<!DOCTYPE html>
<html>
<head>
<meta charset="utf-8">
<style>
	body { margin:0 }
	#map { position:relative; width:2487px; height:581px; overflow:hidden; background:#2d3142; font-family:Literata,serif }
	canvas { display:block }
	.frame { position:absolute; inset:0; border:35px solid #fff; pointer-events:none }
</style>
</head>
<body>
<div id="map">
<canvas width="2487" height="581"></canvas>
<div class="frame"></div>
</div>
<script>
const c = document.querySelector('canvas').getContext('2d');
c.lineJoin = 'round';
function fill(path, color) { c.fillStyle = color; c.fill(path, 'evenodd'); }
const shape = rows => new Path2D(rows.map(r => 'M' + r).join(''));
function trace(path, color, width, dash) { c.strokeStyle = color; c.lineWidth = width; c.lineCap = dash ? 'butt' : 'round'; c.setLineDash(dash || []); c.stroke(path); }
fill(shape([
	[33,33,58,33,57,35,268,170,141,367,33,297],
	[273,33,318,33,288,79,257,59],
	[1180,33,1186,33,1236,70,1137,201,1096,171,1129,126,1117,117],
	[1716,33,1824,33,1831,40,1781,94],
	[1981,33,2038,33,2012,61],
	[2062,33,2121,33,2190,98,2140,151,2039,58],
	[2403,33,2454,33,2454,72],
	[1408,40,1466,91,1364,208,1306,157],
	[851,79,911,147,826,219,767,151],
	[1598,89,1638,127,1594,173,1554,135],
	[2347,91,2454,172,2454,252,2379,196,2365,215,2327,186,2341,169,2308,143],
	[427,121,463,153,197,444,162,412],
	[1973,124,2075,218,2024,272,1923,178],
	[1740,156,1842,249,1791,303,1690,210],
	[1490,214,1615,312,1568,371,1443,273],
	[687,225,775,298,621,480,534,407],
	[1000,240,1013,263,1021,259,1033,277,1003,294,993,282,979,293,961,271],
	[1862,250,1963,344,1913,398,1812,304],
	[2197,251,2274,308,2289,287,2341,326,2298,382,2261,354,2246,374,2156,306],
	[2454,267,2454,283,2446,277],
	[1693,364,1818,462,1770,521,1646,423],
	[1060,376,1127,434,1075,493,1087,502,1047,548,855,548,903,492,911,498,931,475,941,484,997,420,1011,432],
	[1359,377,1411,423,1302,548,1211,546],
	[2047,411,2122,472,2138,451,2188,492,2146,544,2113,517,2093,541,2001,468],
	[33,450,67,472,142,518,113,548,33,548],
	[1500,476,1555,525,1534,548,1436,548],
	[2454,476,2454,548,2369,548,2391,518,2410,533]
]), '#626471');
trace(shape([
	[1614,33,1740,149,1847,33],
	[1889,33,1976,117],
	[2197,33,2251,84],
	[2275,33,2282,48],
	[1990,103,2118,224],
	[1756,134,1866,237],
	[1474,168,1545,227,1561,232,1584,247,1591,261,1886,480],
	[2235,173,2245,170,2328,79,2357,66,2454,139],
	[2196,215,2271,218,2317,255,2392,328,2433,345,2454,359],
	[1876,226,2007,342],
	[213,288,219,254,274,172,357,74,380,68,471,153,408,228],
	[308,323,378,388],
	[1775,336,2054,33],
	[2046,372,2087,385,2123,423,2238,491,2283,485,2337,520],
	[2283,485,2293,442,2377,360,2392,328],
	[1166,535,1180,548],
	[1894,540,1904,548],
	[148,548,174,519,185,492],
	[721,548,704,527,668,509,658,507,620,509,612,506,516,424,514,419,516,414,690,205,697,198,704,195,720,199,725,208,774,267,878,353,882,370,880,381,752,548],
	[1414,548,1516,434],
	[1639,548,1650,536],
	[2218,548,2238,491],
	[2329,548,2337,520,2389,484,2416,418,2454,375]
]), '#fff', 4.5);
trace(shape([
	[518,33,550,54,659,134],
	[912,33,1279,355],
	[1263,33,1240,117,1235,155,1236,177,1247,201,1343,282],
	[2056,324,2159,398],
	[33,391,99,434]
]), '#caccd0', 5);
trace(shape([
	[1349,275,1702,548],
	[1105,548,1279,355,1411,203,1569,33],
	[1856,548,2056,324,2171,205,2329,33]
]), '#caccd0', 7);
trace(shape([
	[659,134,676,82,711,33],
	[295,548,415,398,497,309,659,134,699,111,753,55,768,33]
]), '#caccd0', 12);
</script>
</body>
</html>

Exercise goal:
An exact copy of the lines above between the line holding "function fill(path, color)" and the line holding "const shape = rows", inclusive, is the whole answer.

Problem solution:
function fill(path, color) { c.fillStyle = color; c.fill(path, 'evenodd'); }
const shape = rows => new Path2D(rows.map(r => 'M' + r).join(''));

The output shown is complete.